Política

Nunes Marques assume presidência do TSE com impasse sobre ex-presidentes presos

No mesmo dia da posse, ministro foi sorteado relator da revisão criminal de Bolsonaro, que o indicou ao Supremo
Posse de Nunes Marques no TSE marca tensão entre supremo tribunal e eleições brasileiras

O ministro Nunes Marques tomou posse nesta terça-feira (12) como presidente do Tribunal Superior Eleitoral (TSE), em cerimônia realizada às 19h em Brasília.

A posse inaugura a gestão que supervisionará as eleições gerais de outubro de 2026 — e já começa marcada por tensões institucionais inéditas.

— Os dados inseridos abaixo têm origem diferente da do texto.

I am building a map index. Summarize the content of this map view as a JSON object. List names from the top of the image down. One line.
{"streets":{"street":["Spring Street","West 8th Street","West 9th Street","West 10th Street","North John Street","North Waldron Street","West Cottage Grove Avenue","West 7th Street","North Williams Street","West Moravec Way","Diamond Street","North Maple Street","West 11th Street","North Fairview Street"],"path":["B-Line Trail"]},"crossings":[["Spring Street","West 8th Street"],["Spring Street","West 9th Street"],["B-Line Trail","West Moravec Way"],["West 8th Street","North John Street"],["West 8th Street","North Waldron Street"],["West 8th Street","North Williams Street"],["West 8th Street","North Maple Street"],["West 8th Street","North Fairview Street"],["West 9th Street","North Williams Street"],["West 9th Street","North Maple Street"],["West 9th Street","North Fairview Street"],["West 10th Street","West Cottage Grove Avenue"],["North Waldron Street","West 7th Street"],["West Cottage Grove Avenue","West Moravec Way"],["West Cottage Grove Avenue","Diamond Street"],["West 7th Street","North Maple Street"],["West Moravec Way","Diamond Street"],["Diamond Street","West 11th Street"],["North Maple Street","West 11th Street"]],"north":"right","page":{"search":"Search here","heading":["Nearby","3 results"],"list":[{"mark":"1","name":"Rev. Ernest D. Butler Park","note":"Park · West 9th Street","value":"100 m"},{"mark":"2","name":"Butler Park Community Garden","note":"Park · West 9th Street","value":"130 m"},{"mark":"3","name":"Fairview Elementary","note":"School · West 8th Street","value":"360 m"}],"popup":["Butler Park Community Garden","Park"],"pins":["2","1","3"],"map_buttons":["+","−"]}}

A cerimônia trouxe um imbróglio sem precedente: os ex-presidentes Jair Bolsonaro e Fernando Collor, ambos convidados, estão sob prisão domiciliar e precisam de autorização judicial para comparecer ao ato.

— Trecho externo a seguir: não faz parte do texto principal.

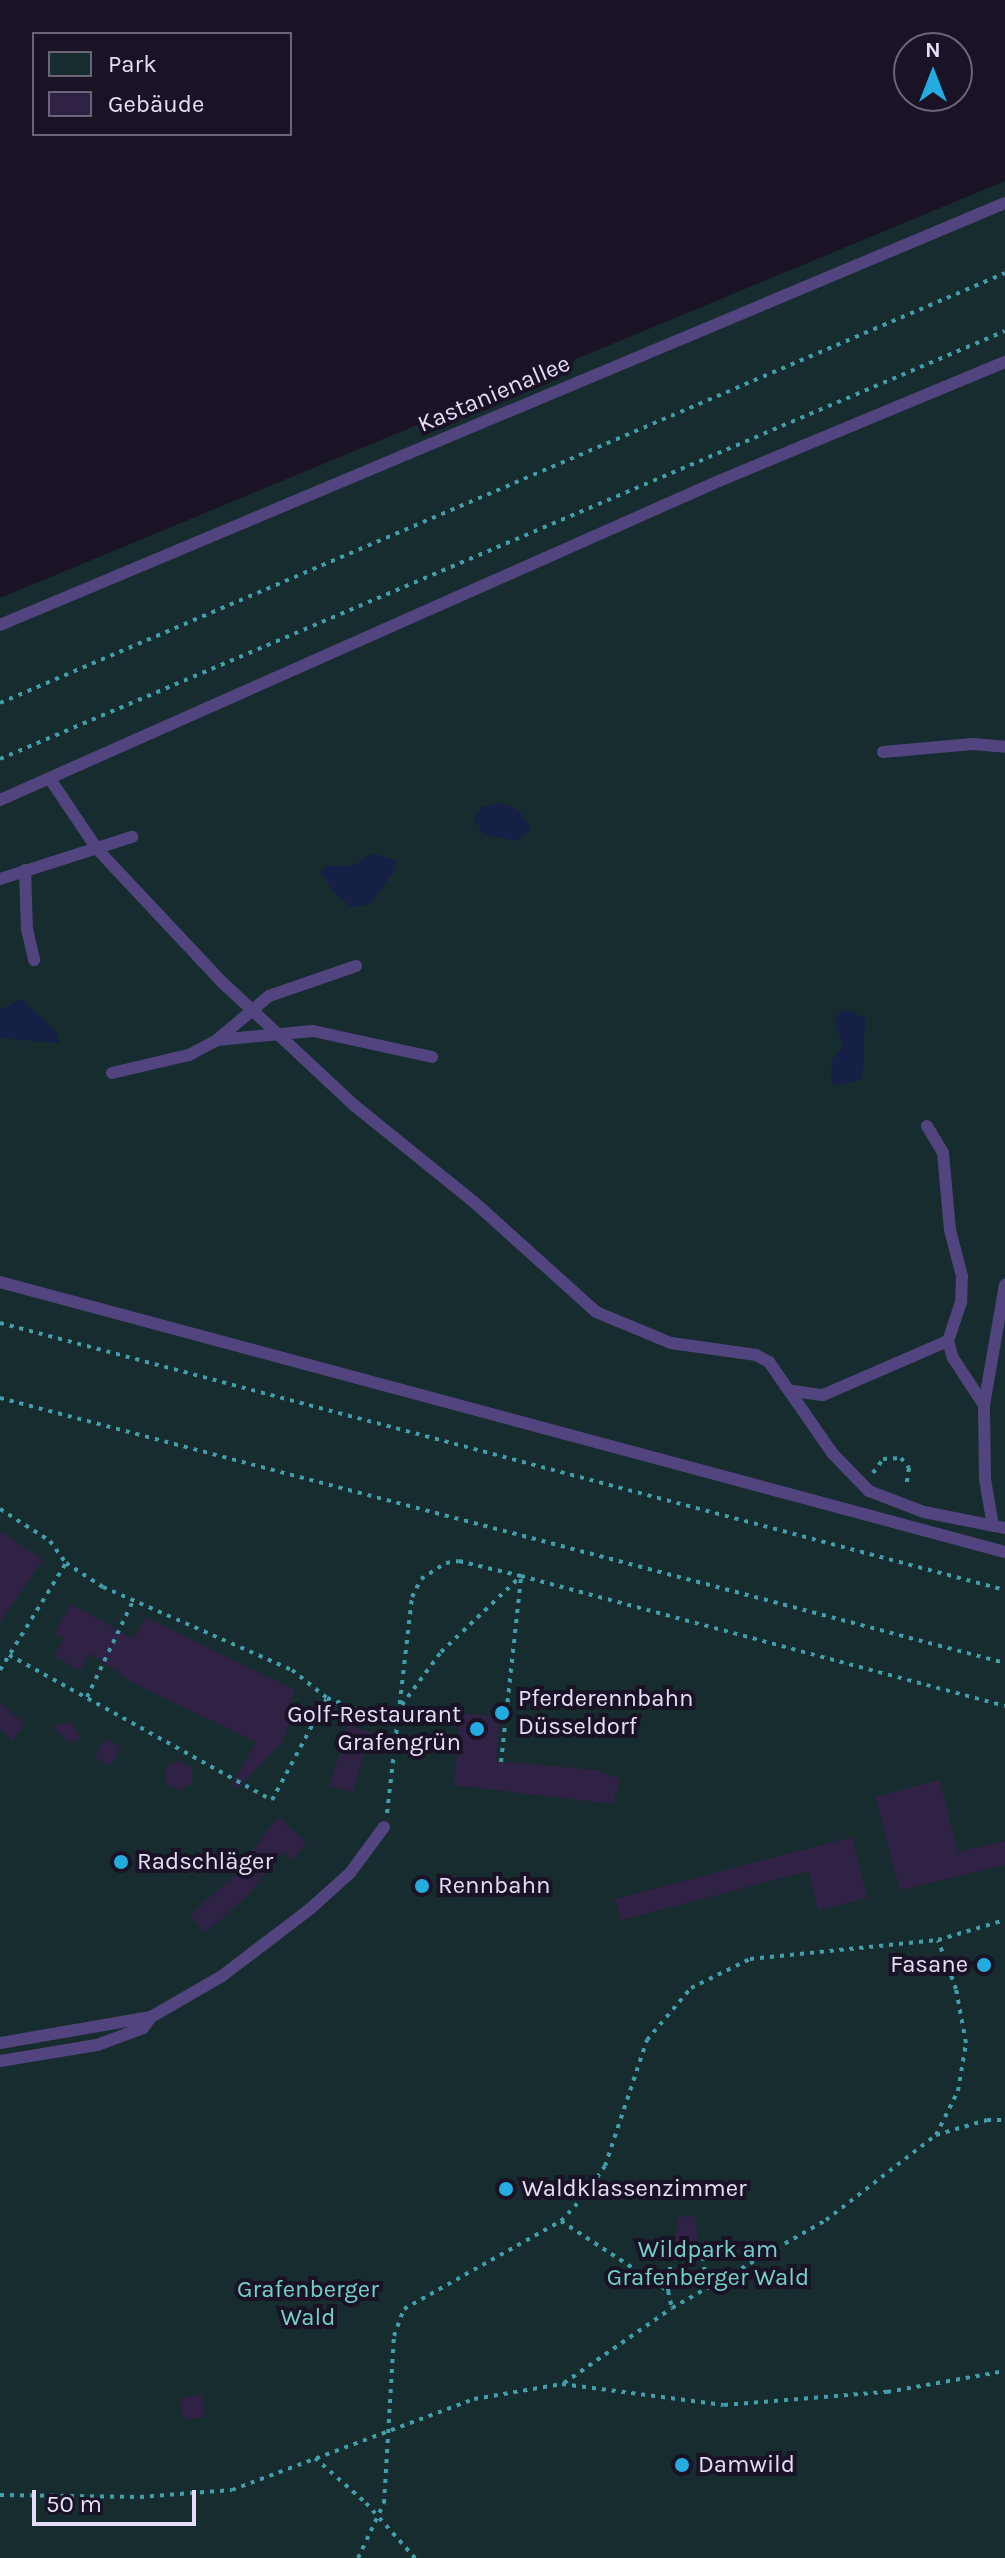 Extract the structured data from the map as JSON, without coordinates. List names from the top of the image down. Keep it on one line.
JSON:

Eleito com urna eletrônica para comandar as eleições de 2026

Eleito em abril em sessão que usou urna eletrônica — o mesmo equipamento no centro do debate eleitoral de 2026 —, Nunes Marques chega à presidência com a missão de supervisionar as eleições gerais de outubro. O TSE é composto por sete ministros.

A situação dos ex-presidentes convidados sintetiza o cenário político que o novo presidente herdará. A cerimônia carregou um imbróglio jurídico sem precedente: tanto Bolsonaro quanto Collor, condenados e sob regime de prisão domiciliar, dependiam de autorização do Judiciário para comparecer ao ato de Estado.

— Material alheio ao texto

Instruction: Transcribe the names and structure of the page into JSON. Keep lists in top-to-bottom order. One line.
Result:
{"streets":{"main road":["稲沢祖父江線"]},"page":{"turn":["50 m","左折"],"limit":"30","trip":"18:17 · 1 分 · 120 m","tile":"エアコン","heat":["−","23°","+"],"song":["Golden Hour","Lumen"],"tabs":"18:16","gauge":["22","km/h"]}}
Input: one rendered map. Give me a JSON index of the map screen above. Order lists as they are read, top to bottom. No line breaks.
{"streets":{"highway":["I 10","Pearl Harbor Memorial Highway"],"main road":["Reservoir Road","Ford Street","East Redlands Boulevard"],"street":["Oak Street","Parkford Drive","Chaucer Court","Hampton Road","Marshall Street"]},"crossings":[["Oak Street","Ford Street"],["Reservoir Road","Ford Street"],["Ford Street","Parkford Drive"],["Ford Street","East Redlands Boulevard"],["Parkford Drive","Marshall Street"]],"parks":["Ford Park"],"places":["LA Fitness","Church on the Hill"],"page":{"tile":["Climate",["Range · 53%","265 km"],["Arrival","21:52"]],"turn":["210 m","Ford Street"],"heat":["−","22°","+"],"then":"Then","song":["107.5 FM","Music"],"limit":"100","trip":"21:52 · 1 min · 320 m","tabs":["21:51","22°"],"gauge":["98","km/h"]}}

A nova cúpula do TSE assume num momento em que a corte terá pela frente um calendário eleitoral denso, com julgamentos de registros de candidatura e eventuais casos de inelegibilidade dominando a pauta até outubro.

Relator do caso Bolsonaro no mesmo dia da posse

No mesmo dia em que assumia o TSE, Nunes Marques foi sorteado relator do pedido de revisão criminal de Bolsonaro no STF — o ex-presidente que o indicou ao Supremo em 2020.

A acumulação dos dois papéis — presidente da corte eleitoral responsável por julgar registros e inelegibilidades, e relator do processo do principal candidato em potencial — deverá alimentar o debate sobre posicionamento institucional nos meses que antecedem outubro.

Indicado por Bolsonaro ao Supremo em 2020, Nunes Marques passa a conduzir simultaneamente a maior eleição do calendário nacional e o pedido de revisão do condenado pela tentativa de golpe — uma confluência de funções sem paralelo recente na história das cortes brasileiras.

escrito com o apoio da inteligência artificial
este texto foi gerado por IA sob curadoria da equipe do Tropiquim.